[Collected data]
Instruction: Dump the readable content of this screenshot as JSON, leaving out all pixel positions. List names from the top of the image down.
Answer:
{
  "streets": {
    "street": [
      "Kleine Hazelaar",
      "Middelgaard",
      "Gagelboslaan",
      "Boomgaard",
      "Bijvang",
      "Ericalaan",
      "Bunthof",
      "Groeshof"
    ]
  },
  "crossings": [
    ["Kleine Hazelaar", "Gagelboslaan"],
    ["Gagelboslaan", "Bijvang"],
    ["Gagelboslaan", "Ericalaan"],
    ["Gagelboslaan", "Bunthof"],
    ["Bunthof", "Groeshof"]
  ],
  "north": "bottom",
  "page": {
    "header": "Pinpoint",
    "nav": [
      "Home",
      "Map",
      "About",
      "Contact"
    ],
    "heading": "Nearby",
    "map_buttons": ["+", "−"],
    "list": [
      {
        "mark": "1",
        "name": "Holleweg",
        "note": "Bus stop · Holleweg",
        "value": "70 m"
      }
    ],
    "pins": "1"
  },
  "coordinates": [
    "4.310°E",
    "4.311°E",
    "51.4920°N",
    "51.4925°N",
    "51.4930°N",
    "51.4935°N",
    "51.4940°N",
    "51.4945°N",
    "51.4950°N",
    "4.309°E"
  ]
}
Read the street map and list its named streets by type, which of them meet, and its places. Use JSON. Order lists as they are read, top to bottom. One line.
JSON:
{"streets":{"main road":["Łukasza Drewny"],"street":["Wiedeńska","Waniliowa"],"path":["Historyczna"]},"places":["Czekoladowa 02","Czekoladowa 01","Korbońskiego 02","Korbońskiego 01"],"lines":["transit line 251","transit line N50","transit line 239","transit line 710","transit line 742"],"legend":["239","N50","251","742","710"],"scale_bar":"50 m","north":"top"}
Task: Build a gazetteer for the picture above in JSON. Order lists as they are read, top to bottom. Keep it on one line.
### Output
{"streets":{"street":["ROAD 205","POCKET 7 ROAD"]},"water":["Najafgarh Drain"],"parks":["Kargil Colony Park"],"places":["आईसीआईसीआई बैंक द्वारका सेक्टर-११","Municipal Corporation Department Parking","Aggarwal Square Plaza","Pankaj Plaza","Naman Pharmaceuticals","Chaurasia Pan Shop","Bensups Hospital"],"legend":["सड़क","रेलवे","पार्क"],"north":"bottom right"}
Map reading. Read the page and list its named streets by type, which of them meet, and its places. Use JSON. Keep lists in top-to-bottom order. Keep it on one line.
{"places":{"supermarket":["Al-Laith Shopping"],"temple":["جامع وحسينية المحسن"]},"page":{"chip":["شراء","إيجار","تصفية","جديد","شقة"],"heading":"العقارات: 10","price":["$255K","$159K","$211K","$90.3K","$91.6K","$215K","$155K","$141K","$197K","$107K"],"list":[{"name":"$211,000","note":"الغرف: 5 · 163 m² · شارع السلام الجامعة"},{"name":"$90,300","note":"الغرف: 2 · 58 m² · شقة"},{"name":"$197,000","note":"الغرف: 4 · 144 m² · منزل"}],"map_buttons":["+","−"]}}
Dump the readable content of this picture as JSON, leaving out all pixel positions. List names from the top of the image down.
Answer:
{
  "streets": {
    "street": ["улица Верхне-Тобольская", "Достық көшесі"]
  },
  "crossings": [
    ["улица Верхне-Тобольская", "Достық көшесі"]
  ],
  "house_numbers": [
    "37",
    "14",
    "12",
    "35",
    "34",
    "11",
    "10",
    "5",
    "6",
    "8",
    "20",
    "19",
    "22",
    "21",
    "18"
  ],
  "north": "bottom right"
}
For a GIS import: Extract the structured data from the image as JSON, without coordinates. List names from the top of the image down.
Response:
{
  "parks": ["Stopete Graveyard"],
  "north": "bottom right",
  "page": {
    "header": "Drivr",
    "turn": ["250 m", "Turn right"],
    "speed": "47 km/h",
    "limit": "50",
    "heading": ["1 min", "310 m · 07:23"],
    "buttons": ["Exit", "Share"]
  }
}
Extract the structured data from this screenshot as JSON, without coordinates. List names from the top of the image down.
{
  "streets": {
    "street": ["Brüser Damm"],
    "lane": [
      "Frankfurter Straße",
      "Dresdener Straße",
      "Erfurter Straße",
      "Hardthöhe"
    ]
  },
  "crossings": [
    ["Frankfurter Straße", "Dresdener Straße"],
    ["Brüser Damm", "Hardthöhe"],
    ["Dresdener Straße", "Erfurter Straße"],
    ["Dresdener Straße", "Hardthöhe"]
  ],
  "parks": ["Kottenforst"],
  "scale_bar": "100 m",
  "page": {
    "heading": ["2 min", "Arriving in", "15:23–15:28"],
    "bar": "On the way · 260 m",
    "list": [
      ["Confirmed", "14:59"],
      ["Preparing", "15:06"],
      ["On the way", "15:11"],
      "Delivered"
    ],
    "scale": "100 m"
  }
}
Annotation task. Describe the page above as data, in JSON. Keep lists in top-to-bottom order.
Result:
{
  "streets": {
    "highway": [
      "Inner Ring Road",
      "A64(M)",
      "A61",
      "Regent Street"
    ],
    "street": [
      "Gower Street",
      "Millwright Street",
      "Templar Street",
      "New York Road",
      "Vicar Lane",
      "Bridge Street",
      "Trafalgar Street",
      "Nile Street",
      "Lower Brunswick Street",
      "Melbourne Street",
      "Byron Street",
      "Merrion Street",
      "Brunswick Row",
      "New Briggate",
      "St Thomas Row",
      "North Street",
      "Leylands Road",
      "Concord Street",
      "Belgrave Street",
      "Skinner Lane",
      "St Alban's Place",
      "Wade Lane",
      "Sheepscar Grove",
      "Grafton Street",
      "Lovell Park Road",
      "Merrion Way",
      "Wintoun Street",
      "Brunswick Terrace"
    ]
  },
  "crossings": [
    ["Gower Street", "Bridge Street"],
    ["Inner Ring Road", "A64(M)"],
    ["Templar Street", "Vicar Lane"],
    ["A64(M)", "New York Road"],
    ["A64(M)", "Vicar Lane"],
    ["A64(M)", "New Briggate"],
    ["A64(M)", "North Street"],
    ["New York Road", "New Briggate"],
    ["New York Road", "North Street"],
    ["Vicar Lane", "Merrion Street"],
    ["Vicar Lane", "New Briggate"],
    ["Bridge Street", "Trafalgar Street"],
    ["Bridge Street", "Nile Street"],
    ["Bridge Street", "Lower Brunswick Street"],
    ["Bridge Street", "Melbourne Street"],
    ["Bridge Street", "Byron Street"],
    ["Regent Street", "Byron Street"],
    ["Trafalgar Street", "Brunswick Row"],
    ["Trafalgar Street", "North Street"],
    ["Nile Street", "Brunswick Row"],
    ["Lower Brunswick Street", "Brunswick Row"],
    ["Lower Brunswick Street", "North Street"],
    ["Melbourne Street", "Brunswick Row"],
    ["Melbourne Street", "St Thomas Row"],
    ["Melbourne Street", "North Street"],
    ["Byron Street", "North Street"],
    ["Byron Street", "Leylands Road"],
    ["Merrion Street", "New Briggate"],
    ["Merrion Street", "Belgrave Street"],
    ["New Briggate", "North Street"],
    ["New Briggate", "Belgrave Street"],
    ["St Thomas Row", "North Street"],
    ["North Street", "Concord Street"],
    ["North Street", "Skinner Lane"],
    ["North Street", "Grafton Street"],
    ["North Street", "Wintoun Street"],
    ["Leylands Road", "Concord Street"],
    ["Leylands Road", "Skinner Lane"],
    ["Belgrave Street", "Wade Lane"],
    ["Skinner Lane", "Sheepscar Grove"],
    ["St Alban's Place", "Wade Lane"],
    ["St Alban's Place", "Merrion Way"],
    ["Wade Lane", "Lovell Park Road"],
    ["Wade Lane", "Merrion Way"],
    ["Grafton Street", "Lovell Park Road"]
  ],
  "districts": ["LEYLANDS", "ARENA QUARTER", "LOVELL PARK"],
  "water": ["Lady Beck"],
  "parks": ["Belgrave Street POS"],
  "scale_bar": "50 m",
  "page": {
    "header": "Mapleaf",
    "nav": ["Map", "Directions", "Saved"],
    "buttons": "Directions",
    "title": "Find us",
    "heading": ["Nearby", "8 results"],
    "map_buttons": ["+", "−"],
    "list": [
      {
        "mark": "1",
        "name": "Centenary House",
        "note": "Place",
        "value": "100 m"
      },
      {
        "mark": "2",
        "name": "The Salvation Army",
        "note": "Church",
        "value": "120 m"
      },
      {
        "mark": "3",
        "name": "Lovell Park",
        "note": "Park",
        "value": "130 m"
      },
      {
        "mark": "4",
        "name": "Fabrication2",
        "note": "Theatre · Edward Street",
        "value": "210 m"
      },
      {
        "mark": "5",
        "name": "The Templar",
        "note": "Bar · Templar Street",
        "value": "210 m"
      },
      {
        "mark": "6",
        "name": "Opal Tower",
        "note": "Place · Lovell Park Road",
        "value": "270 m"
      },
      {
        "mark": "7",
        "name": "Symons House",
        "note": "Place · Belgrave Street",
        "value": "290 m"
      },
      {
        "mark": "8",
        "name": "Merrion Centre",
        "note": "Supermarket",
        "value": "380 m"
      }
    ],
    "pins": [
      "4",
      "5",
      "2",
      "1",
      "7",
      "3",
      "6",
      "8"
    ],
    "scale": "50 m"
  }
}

■ **Action item**: Check each line of the records above for the string "JSON", and report every line that has it.

■ **Exercise solution**:
Instruction: Dump the readable content of this screenshot as JSON, leaving out all pixel positions. List names from the top of the image down.
Read the street map and list its named streets by type, which of them meet, and its places. Use JSON. Order lists as they are read, top to bottom. One line.
JSON:
Task: Build a gazetteer for the picture above in JSON. Order lists as they are read, top to bottom. Keep it on one line.
Map reading. Read the page and list its named streets by type, which of them meet, and its places. Use JSON. Keep lists in top-to-bottom order. Keep it on one line.
Dump the readable content of this picture as JSON, leaving out all pixel positions. List names from the top of the image down.
For a GIS import: Extract the structured data from the image as JSON, without coordinates. List names from the top of the image down.
Extract the structured data from this screenshot as JSON, without coordinates. List names from the top of the image down.
Annotation task. Describe the page above as data, in JSON. Keep lists in top-to-bottom order.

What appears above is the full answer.